Que ce soit à l’emploi, au permis de conduire ou encore aux assurances, les diabétiques sont encore confrontés à de nombreux cas de discrimination. Il y a certes des règles à respecter mais il est de notre devoir de faire respecter la loi et de nous assurer que personne n’en abuse.
Notre service juridique s’occupe des dossiers qui lui sont envoyés. Les
affaires sont souvent réglées à l’amiable. Nous arrivons rarement
jusqu'au procès. La pression d’intervention des médias fonctionne aussi
assez bien. On ne peut pas employer une personne en CDD 13 fois puis refuser un CDI parce que la personne est diabétique.
Mais il faut savoir aussi être raisonnable, car tous les cas ne sont pas défendables. Une personne diabétique depuis 30 ans et souffrant de multiples pathologies qui demande un emprunt de longue durée présente des risques réels. Son cas sera difficilement reconnu devant la justice. Il y a des cas sur lesquels on montera au créneau et d’autres pour lesquels on n’interviendra pas.
- Quels sont vos chantiers prioritaires pour les prochaines années ?

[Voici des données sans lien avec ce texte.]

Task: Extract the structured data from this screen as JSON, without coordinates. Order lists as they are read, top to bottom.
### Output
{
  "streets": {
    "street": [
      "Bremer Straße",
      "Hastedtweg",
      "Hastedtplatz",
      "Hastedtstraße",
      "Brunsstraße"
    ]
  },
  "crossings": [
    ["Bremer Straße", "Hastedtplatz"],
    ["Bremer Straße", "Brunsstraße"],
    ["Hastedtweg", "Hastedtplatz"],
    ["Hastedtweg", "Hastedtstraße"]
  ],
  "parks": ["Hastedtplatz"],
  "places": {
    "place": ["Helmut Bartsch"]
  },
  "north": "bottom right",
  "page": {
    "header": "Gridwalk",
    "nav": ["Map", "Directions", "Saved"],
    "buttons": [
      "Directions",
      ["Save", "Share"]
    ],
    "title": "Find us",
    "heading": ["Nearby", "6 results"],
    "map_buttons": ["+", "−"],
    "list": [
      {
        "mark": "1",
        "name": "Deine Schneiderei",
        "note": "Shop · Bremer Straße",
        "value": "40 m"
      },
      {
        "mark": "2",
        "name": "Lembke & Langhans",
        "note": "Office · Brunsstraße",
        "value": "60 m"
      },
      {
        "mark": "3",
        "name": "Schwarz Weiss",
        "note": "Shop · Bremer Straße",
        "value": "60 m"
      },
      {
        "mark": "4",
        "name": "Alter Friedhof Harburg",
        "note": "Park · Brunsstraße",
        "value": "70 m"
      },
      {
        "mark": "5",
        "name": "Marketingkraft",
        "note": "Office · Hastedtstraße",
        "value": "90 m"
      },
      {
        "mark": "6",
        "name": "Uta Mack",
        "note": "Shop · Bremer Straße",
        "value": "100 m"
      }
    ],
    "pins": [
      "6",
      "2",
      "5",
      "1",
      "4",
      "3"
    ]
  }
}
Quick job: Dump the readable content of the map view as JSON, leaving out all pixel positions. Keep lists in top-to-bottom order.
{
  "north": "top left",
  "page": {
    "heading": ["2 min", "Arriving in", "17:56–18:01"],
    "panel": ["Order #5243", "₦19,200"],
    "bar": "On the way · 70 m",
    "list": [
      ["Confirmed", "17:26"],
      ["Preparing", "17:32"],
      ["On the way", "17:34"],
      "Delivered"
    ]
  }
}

Nous allons continuer sur notre lancée et poursuivre notre tâche d’accompagnement des malades, animer au maximum nos groupes de paroles et utiliser le potentiel de nos 125 associations dans le développement de cette aide. Nous allons aussi poursuivre nos partenariats avec d’autres acteurs de santé et être plus présents dans les conférences régionales de santé et au niveau national.
D’un autre côté, nous continuons à réfléchir sur le rôle et l’avenir de l’ AFD afin d’élargir nos champs de compétences et de responsabilités. Le diabète est une maladie assez centrale qui touche diverses pathologies (cardio-vasculaire, obésité...) et toute la vie du patient. Nous essayons donc d’aller davantage vers les populations à risque pour faire des actions de prévention, et être un acteur encore plus présent dans l’éducation à la santé, aller vers les écoles ou les formations de santé…
Il y a encore beaucoup à faire !
Alexandra Zawadzki, mis à jour le 4 novembre 2010
Des événements comme le Salon du diabète ont lieu chaque année à l’occasion de la Journée mondiale du diabète, à Paris et dans les capitales régionales.
- Dimanche 14 novembre : Déclarée Journée Mondiale du Diabète par les Nations Unies, cette journée sera l’occasion d’un appel à la mobilisation solidaire incarnée par une grande "Fresque de Solidarité". Réalisée dans un espace d’animation, elle aura recueilli durant ces 3 jours les témoignages intimes et les messages d’entraide, d’encouragement et de solidarité de multiples participants.